• [Task item]:
In your answer, every line of the records should be written out exactly.

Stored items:

- - -

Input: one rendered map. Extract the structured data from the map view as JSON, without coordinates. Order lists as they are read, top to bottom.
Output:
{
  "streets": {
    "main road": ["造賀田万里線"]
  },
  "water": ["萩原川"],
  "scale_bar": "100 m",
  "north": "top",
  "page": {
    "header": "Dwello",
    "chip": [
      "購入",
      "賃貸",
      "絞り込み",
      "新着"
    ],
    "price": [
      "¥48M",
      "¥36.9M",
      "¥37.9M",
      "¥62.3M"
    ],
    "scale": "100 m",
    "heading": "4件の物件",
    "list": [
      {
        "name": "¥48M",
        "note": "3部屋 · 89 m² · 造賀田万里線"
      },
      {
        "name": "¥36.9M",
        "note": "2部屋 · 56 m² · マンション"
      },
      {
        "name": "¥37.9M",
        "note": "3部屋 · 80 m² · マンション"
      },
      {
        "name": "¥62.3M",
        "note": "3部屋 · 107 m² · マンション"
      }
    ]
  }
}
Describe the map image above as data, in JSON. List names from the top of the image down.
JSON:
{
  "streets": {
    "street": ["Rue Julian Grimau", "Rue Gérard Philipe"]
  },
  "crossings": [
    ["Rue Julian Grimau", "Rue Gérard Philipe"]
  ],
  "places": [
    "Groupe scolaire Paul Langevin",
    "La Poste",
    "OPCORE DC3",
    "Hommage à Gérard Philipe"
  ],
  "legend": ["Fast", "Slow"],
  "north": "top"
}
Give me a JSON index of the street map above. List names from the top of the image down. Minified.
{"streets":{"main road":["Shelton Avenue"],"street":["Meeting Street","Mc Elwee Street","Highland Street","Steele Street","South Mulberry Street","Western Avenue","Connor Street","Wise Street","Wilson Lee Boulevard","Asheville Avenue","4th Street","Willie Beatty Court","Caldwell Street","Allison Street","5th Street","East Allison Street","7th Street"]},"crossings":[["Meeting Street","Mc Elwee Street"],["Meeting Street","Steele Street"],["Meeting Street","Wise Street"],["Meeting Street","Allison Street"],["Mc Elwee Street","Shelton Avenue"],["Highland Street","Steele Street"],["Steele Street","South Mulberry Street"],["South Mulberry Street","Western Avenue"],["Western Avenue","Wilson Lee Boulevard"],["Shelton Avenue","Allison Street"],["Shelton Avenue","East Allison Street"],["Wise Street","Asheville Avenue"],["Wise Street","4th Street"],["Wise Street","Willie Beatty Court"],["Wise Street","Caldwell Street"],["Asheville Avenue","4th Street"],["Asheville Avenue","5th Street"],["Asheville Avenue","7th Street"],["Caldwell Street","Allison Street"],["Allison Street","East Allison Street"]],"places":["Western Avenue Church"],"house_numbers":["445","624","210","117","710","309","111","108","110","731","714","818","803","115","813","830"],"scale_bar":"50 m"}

- - -

• [Task response]:
Input: one rendered map. Extract the structured data from the map view as JSON, without coordinates. Order lists as they are read, top to bottom.
Output:
{
  "streets": {
    "main road": ["造賀田万里線"]
  },
  "water": ["萩原川"],
  "scale_bar": "100 m",
  "north": "top",
  "page": {
    "header": "Dwello",
    "chip": [
      "購入",
      "賃貸",
      "絞り込み",
      "新着"
    ],
    "price": [
      "¥48M",
      "¥36.9M",
      "¥37.9M",
      "¥62.3M"
    ],
    "scale": "100 m",
    "heading": "4件の物件",
    "list": [
      {
        "name": "¥48M",
        "note": "3部屋 · 89 m² · 造賀田万里線"
      },
      {
        "name": "¥36.9M",
        "note": "2部屋 · 56 m² · マンション"
      },
      {
        "name": "¥37.9M",
        "note": "3部屋 · 80 m² · マンション"
      },
      {
        "name": "¥62.3M",
        "note": "3部屋 · 107 m² · マンション"
      }
    ]
  }
}
Describe the map image above as data, in JSON. List names from the top of the image down.
JSON:
{
  "streets": {
    "street": ["Rue Julian Grimau", "Rue Gérard Philipe"]
  },
  "crossings": [
    ["Rue Julian Grimau", "Rue Gérard Philipe"]
  ],
  "places": [
    "Groupe scolaire Paul Langevin",
    "La Poste",
    "OPCORE DC3",
    "Hommage à Gérard Philipe"
  ],
  "legend": ["Fast", "Slow"],
  "north": "top"
}
Give me a JSON index of the street map above. List names from the top of the image down. Minified.
{"streets":{"main road":["Shelton Avenue"],"street":["Meeting Street","Mc Elwee Street","Highland Street","Steele Street","South Mulberry Street","Western Avenue","Connor Street","Wise Street","Wilson Lee Boulevard","Asheville Avenue","4th Street","Willie Beatty Court","Caldwell Street","Allison Street","5th Street","East Allison Street","7th Street"]},"crossings":[["Meeting Street","Mc Elwee Street"],["Meeting Street","Steele Street"],["Meeting Street","Wise Street"],["Meeting Street","Allison Street"],["Mc Elwee Street","Shelton Avenue"],["Highland Street","Steele Street"],["Steele Street","South Mulberry Street"],["South Mulberry Street","Western Avenue"],["Western Avenue","Wilson Lee Boulevard"],["Shelton Avenue","Allison Street"],["Shelton Avenue","East Allison Street"],["Wise Street","Asheville Avenue"],["Wise Street","4th Street"],["Wise Street","Willie Beatty Court"],["Wise Street","Caldwell Street"],["Asheville Avenue","4th Street"],["Asheville Avenue","5th Street"],["Asheville Avenue","7th Street"],["Caldwell Street","Allison Street"],["Allison Street","East Allison Street"]],"places":["Western Avenue Church"],"house_numbers":["445","624","210","117","710","309","111","108","110","731","714","818","803","115","813","830"],"scale_bar":"50 m"}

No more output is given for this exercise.